Aomame -instructora de artes marciales y asesina part-time de abusadores del sexo femenino- y Tengo -profesor de matemática y escritor en ciernes- viven en Tokio, rondan los 30 años y son los protagonistas de 1Q84. Sus vidas nada tienen en común pero terminan convergiendo en una realidad alternativa que Aomame, tentada por la homofonía que en japonés comparten la letra Q y el número 9, bautiza "1Q84". "El año 1984 que yo conocía ya no existe. Esto es 1Q84. El aire ha cambiado, el paisaje ha cambiado. Me tengo que adaptar rápidamente a la forma de ser de este mundo con signo de interrogación". En este inédito y enrarecido pasado Aomame debe matar al líder de Vanguardia, una secta religiosa, y Tengo debe reescribir la ópera prima de Fukaeri, una adolescente disléxica y la hija del líder de la secta en cuestión. Gracias a las maniobras de un editor corrupto, la novela de Fukaeri es premiada y se convierte en best seller. A partir de entonces las cosas se complican, ya que el misterioso relato autobiográfico de la joven -"una Francoise Sagan impregnada de realismo mágico", según la crítica- pone en el tapete las prácticas non sanctas de Vanguardia y enfada a los entes que la rigen. "En el mundo actual el Gran Hermano ya no vale nada. En su lugar ha aparecido la Little People -explica el padre de Fukaeri-. La Little People es invisible. Ni siquiera sé si es benigna o maligna, si tiene un cuerpo o no, pero parece que van socavando el suelo bajo nuestros pies". En otras palabras, así como en 1984 Orwell denunciaba el totalitarismo en general y el estalinismo en particular, en 1Q84, Murakami apunta contra los idealismos extremos y especialmente contra Aum Shinrikyo, la secta que en 1995 perpetró el ataque con gas sarín en el subte de Tokio y que en la novela representa Vanguardia.
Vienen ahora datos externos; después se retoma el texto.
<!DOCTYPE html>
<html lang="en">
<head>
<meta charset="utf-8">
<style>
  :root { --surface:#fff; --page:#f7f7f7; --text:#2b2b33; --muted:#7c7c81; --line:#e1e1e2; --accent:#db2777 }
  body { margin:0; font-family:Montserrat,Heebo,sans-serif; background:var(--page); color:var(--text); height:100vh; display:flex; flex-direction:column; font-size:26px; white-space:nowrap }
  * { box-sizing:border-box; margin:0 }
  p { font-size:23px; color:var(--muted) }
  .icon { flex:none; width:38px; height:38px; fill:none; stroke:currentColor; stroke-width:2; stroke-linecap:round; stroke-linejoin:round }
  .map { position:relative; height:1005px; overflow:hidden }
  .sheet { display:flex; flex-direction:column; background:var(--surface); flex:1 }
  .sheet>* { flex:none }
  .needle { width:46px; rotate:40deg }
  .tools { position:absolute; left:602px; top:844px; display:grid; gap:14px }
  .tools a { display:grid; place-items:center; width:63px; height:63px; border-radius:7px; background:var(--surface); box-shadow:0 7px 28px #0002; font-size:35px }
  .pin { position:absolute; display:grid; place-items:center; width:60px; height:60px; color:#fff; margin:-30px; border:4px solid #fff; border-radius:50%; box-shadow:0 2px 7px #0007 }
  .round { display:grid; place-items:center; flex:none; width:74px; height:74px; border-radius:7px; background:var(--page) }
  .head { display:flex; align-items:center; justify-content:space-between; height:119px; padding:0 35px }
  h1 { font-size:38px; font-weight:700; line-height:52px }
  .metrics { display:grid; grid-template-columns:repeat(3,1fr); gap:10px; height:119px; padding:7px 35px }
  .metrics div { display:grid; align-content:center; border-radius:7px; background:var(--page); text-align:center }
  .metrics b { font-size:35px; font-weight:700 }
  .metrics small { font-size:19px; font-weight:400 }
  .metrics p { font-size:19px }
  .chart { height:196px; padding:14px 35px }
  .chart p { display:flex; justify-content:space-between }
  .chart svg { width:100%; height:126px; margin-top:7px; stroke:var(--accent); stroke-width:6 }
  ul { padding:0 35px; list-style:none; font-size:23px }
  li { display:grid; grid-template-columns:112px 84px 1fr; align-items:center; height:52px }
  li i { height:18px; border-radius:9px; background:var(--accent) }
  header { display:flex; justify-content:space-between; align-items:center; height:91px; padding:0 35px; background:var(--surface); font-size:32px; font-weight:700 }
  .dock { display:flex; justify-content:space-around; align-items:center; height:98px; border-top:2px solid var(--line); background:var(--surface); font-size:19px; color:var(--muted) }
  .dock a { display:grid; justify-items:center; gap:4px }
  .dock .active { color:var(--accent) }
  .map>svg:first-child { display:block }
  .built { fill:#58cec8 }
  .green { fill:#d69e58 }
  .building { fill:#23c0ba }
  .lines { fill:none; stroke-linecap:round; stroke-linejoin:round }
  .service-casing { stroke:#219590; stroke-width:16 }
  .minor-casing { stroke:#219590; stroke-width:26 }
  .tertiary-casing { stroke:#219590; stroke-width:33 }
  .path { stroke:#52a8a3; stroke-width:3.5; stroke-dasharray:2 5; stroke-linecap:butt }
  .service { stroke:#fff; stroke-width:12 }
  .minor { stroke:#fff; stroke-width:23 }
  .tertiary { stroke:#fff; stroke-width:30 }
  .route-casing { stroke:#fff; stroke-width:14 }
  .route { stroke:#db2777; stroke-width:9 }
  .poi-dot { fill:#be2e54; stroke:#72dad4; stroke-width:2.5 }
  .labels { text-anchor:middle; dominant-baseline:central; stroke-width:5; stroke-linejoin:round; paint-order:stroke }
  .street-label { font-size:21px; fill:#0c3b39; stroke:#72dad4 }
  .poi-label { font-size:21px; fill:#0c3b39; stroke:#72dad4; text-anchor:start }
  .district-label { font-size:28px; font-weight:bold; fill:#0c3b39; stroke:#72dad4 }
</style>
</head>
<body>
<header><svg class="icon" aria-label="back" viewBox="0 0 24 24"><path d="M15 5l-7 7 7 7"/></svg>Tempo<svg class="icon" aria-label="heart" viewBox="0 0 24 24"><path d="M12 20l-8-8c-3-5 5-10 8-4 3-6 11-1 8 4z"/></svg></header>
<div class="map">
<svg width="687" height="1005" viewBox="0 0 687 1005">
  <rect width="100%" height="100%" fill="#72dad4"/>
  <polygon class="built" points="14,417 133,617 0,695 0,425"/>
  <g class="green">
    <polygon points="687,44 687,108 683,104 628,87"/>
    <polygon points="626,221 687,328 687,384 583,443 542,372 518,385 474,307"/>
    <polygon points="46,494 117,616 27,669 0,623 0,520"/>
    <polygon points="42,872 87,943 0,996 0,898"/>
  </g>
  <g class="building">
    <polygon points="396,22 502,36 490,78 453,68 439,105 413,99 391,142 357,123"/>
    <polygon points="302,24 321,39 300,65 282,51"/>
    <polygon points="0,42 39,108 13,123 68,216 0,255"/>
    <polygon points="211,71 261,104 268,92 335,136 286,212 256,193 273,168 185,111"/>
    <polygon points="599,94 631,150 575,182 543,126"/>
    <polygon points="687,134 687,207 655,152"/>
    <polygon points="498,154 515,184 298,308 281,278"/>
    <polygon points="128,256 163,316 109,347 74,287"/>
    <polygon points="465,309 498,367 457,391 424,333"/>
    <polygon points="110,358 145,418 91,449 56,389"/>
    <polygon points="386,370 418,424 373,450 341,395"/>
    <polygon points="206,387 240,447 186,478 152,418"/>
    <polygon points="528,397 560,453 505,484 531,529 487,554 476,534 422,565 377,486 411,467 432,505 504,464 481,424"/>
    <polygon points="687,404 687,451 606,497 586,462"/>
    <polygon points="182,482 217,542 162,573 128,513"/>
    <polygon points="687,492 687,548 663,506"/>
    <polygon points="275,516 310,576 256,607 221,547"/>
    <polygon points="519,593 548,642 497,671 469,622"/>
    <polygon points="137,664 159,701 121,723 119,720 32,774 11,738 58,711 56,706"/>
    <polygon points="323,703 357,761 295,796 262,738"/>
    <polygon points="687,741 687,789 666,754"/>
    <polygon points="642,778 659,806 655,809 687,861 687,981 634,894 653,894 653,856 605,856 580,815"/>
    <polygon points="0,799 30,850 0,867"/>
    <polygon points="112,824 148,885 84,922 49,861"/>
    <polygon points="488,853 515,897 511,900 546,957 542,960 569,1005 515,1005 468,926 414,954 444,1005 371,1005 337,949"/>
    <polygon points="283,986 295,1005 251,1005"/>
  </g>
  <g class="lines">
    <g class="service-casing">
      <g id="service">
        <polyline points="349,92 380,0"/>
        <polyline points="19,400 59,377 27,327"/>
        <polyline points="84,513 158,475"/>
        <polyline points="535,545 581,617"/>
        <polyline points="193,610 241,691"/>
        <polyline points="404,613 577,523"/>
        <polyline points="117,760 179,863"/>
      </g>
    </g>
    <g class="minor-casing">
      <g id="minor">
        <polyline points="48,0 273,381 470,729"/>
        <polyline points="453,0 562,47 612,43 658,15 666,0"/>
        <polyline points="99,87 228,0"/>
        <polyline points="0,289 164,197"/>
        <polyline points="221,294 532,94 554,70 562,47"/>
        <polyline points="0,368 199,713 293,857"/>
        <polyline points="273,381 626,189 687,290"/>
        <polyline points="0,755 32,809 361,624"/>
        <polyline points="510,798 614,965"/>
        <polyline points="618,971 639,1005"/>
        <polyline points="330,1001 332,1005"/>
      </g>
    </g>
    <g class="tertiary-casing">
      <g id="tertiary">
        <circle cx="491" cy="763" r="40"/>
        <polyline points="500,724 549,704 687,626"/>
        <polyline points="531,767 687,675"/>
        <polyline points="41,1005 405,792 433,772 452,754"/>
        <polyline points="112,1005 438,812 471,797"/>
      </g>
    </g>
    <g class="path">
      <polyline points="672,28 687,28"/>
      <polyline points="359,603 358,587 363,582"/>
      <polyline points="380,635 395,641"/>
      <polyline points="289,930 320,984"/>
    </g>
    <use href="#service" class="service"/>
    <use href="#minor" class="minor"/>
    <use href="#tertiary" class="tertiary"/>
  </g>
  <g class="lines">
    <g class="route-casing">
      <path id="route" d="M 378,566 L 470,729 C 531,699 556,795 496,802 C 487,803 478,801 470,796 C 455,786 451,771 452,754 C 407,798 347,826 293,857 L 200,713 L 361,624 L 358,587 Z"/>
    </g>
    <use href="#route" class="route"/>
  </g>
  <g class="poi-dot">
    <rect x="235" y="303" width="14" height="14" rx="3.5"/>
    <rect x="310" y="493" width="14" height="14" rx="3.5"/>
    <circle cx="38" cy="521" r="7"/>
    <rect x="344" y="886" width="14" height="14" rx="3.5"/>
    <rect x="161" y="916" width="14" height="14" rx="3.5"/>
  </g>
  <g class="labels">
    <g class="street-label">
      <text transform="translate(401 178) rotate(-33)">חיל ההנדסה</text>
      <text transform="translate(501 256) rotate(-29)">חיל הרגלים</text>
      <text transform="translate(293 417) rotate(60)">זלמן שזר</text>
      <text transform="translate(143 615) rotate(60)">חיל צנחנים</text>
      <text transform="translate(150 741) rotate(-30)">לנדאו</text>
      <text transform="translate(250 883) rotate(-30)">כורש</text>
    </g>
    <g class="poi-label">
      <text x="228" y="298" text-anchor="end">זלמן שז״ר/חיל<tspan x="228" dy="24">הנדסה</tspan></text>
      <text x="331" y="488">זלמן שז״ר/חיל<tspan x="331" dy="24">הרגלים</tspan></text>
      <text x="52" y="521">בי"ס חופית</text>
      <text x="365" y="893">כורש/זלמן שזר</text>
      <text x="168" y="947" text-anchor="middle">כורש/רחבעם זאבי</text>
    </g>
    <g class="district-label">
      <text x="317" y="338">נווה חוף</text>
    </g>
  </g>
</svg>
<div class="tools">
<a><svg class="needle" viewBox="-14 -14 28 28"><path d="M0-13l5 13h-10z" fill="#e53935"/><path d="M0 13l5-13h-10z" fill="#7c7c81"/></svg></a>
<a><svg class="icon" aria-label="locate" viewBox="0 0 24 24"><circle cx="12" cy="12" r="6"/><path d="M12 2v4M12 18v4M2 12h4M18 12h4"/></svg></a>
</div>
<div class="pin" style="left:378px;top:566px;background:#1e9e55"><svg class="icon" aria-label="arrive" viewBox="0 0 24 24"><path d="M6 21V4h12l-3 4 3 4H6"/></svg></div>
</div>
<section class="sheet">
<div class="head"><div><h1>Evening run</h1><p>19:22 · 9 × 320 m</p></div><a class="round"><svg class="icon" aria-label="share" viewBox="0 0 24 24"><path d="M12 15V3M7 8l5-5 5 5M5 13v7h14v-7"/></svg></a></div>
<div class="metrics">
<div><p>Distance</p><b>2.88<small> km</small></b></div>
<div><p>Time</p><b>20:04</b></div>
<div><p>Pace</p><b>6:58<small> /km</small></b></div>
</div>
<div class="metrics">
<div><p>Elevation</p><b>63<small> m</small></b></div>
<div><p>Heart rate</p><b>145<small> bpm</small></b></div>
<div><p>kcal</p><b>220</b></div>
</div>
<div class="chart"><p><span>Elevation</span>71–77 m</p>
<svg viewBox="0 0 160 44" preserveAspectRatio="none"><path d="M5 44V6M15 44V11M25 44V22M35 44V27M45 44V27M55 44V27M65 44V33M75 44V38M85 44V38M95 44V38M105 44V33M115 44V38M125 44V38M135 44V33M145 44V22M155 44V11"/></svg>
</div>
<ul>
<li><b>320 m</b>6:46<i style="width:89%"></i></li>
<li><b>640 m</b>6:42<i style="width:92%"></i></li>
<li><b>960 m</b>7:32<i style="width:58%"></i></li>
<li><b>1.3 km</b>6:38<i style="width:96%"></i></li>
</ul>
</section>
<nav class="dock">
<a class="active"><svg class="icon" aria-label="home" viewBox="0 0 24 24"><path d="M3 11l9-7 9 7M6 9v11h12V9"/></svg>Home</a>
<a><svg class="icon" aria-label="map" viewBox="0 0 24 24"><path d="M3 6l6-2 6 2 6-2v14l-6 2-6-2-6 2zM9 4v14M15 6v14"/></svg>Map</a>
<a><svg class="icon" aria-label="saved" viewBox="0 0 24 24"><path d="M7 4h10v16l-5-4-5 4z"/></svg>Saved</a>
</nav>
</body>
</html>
El compromiso político y moral (algo que el escritor registró tras entrevistar a 60 víctimas del incidente y a ocho de los victimarios en dos libros al respecto: Underground y The Place That Was Promised) es sólo una faceta de 1Q84. La otra es la platónica historia de amor entre Tengo y Aomame. Ambas se entrecruzan sobre un fondo de thriller fantástico y, por qué no, psicológico, en el que la delgada membrana que separa realidad y ficción recuerda a los perturbadores films de David Lynch.

La prosa simple y sin adornos de 1Q84 es oportuna a la hora de desentrañar el complejo andamiaje de esta trama. Hijos únicos con infancias dickensianas y adolescencias en perpetuo desajuste con sus progenitores, los protagonistas llegan a la adultez con sensación de desamparo y problemas de comunicación. La descripción exhaustiva de los personajes contempla desde sus traumas hasta las partes más pequeñas de sus cuerpos. Sus gestos y modos de hablar son desmenuzados con tanta devoción que por momentos pueden exasperar al lector. Otro aspecto que vuelve al relato algo moroso es la repetición: la génesis de la secta es referida sin mayores variaciones por al menos cinco personajes. No obstante, la morbosa combinación de sexo y violencia tamizada con dosis de humor y el eficaz manejo del suspenso mantienen al lector expectante hasta la última página.